What matters is whether or not Michigan can find the same semblance of a ground game they did in their season opening 52-14 win over Appalachian State because, as is often the case, if a team can run the football, especially on the road, the chances of walking out of enemy territory with a win increase dramatically.

And most of all, what will and does matter heading into a loaded Saturday on the college football scheduling slate, is exactly how Michigan’s defense will plan to contain, even throw off the game of Notre Dame senior quarterback Everett Golson.

“He’s the stereo type of a dual threat quarterback,” Michigan junior linebacker Joe Bolden said. “As you probably saw watching last weeks game, when the play breaks down he makes plays so we truly have to prepare for him.

“But we also have to prepare, they’re deep at every position on offense. They wouldn’t be playing for Notre Dame if they weren’t great athletes and they weren’t great players.”
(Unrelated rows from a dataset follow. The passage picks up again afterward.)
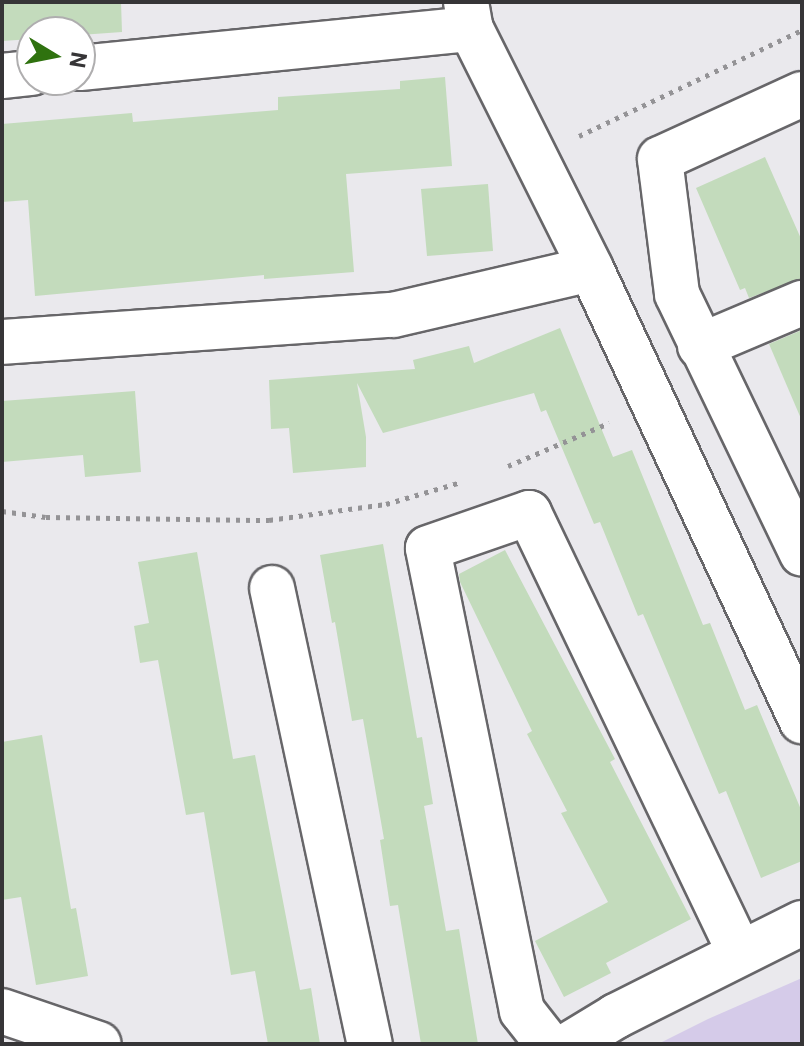 <!DOCTYPE html>
<style>
body{margin:0}
#map{position:relative;width:804px;height:1046px;overflow:hidden;background:#eae9ed;font-family:Roboto,sans-serif}
div>[style]{position:absolute}
[style*='--x']{left:calc(var(--x)*1px);top:calc(var(--y)*1px);width:calc(var(--w)*1px);rotate:calc(var(--a)*1deg)}
.green>*{inset:0;background:#d5cbe9}
.building>*{inset:0;background:#c3dbbc}
.path>*{height:5px;margin-top:-2.5px;transform-origin:0;background:repeating-linear-gradient(90deg,#949396 0 4px,transparent 0 10px)}
.roads{filter:drop-shadow(2px 0 #676669) drop-shadow(-2px 0 #676669) drop-shadow(0 2px #676669) drop-shadow(0 -2px #676669)}
.minor>*{height:44px;margin:-22px;padding:0 22px;transform-origin:22px;border-radius:22px;background:#fff}
.tertiary>*{height:44px;margin:-22px;padding:0 22px;transform-origin:22px;border-radius:22px;background:#fff}
span{translate:-50% -50%;white-space:nowrap;text-align:center;line-height:1.15;-webkit-text-stroke:8px #fff;paint-order:stroke}
.frame{position:absolute;inset:0;border:4px solid #363537;pointer-events:none}
.north{position:absolute;left:16px;top:16px;width:80px;height:80px;box-sizing:border-box;background:#fff;border:2px solid #afaeaf;border-radius:50%;rotate:100deg;font-size:22px;font-weight:700;line-height:32px;text-align:center;color:#363537}
.north::after{content:'';display:block;margin:auto;width:28px;height:36px;background:#2f720f;clip-path:polygon(50% 0,100% 100%,50% 72%,0 100%)}
</style>
<div id="map">
<div class="green">
<i style="clip-path:polygon(802px 978px,802px 1044px,658px 1044px,708px 1019px)"></i>
</div>
<div class="building">
<i style="clip-path:polygon(2px 2px,121px 2px,122px 32px,80px 35px,80px 32px,32px 32px,32px 39px,2px 41px)"></i>
<i style="clip-path:polygon(445px 77px,452px 166px,346px 174px,354px 272px,264px 279px,264px 275px,35px 296px,28px 200px,2px 202px,2px 124px,132px 113px,133px 122px,278px 110px,278px 97px,400px 89px,400px 81px)"></i>
<i style="clip-path:polygon(765px 157px,802px 241px,802px 279px,749px 298px,745px 288px,740px 290px,696px 188px)"></i>
<i style="clip-path:polygon(488px 184px,493px 251px,427px 256px,421px 189px)"></i>
<i style="clip-path:polygon(560px 328px,613px 457px,632px 450px,703px 625px,710px 623px,745px 710px,757px 705px,802px 812px,802px 861px,761px 878px,726px 791px,719px 794px,643px 614px,638px 616px,600px 522px,594px 524px,546px 410px,541px 412px,534px 393px,383px 433px,357px 383px,366px 437px,366px 467px,293px 473px,289px 428px,271px 429px,269px 380px,415px 369px,413px 360px,469px 346px,474px 363px)"></i>
<i style="clip-path:polygon(802px 330px,802px 421px,769px 344px)"></i>
<i style="clip-path:polygon(135px 391px,141px 472px,85px 477px,83px 455px,2px 462px,2px 401px)"></i>
<i style="clip-path:polygon(383px 544px,417px 738px,422px 737px,433px 804px,424px 806px,446px 931px,459px 929px,478px 1044px,421px 1044px,398px 905px,390px 906px,380px 840px,384px 839px,363px 719px,352px 721px,335px 622px,332px 623px,320px 555px)"></i>
<i style="clip-path:polygon(505px 550px,615px 759px,610px 762px,691px 919px,606px 963px,611px 973px,564px 997px,535px 941px,608px 902px,561px 813px,567px 811px,527px 734px,532px 731px,460px 582px,459px 574px)"></i>
<i style="clip-path:polygon(197px 552px,233px 759px,255px 755px,300px 990px,311px 988px,320px 1044px,268px 1044px,255px 971px,231px 975px,204px 812px,186px 815px,158px 660px,140px 663px,134px 626px,149px 623px,138px 562px)"></i>
<i style="clip-path:polygon(42px 735px,71px 909px,76px 908px,88px 976px,36px 985px,21px 897px,2px 900px,2px 742px)"></i>
</div>
<div class="path">
<i style="--x:579;--y:136;--w:247;--a:-25.4"></i>
<i style="--x:508;--y:466;--w:110;--a:-23.1"></i>
<i style="--x:2;--y:511;--w:44;--a:7.8"></i>
<i style="--x:46;--y:517;--w:223;--a:0.8"></i>
<i style="--x:269;--y:520;--w:118;--a:-7.8"></i>
<i style="--x:386;--y:504;--w:78;--a:-16.3"></i>
</div>
<div class="roads">
<div class="minor">
<i style="--x:466;--y:2;--w:27;--a:80"></i>
<i style="--x:471;--y:29;--w:268;--a:63.4"></i>
<i style="--x:591;--y:269;--w:499;--a:65"></i>
<i style="--x:80;--y:68;--w:393;--a:-5.7"></i>
<i style="--x:2;--y:76;--w:30;--a:-6"></i>
<i style="--x:802;--y:94;--w:156;--a:155.4"></i>
<i style="--x:660;--y:159;--w:136;--a:82.8"></i>
<i style="--x:677;--y:294;--w:288;--a:64.3"></i>
<i style="--x:2;--y:342;--w:392;--a:-4"></i>
<i style="--x:393;--y:315;--w:203;--a:-13.1"></i>
<i style="--x:700;--y:346;--w:111;--a:-22.9"></i>
<i style="--x:272;--y:588;--w:466;--a:77.9"></i>
<i style="--x:2;--y:1011;--w:102;--a:18.8"></i>
<i style="--x:548;--y:1044;--w:42;--a:-128.2"></i>
<i style="--x:522;--y:1011;--w:472;--a:-101.5"></i>
<i style="--x:428;--y:548;--w:107;--a:-19.1"></i>
<i style="--x:529;--y:513;--w:488;--a:64.4"></i>
</div>
<div class="tertiary">
<i style="--x:570;--y:1044;--w:54;--a:-31.3"></i>
<i style="--x:616;--y:1016;--w:208;--a:-26.6"></i>
</div>
</div>
<div class="frame"></div>
<div class="north">N</div>
</div>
Returning after missing last season due to academic issues, Golson showed little rust in Notre Dame’s 48-17 win over Rice, completing 14-of-22 throws for 295-yards and two touchdowns to go along with three more scores on the ground.

It’s that type of versatility that makes Golson so dangerous at the quarterback position; the ability to make plays with his feet, not just running the football but also extending plays with his eyes downfield.

“They’ve got an outstanding quarterback,” defensive coordinator Greg Mattison said. “Golson is a really, really good quarterback.”

On Golson, Mattison adding, “To me, watching him on tape, and I didn’t remember three years ago; he has a really strong arm.

“He has thrown so many deep passes on this last game, more than you usually would, that were on the money. I see a guy who is not only mobile but has a really strong arm and he’s becoming a real complete quarterback in my mind.”

Prior to the season Mattison was adomant, even defiant when discussing the progress of his defense, spitting out the phrase "we'll see" and "we're going to find out." Saturday, his group will have a shot to prove they're better and capable of corralling a capable opponent.

Some of the onus will fall on the shoulders of linebackers Jake Ryan and Joe Bolden who admittedly didn’t have the greatest games a week ago.

Whether defensive coordinator Greg Mattison chooses to spy Golson or not, both will need to be well aware of where No. 5 is at all times.

“He had a great game last week,” Ryan said of Golson. “But we’ve seen guys like that over the years, we’ve had Denard (Robinson), Devin, and we’ve practiced against them.

“And I think we’re ready.”

Saturday night at 7:30 p.m./est everyone will find out just how ready Michigan’s defense is.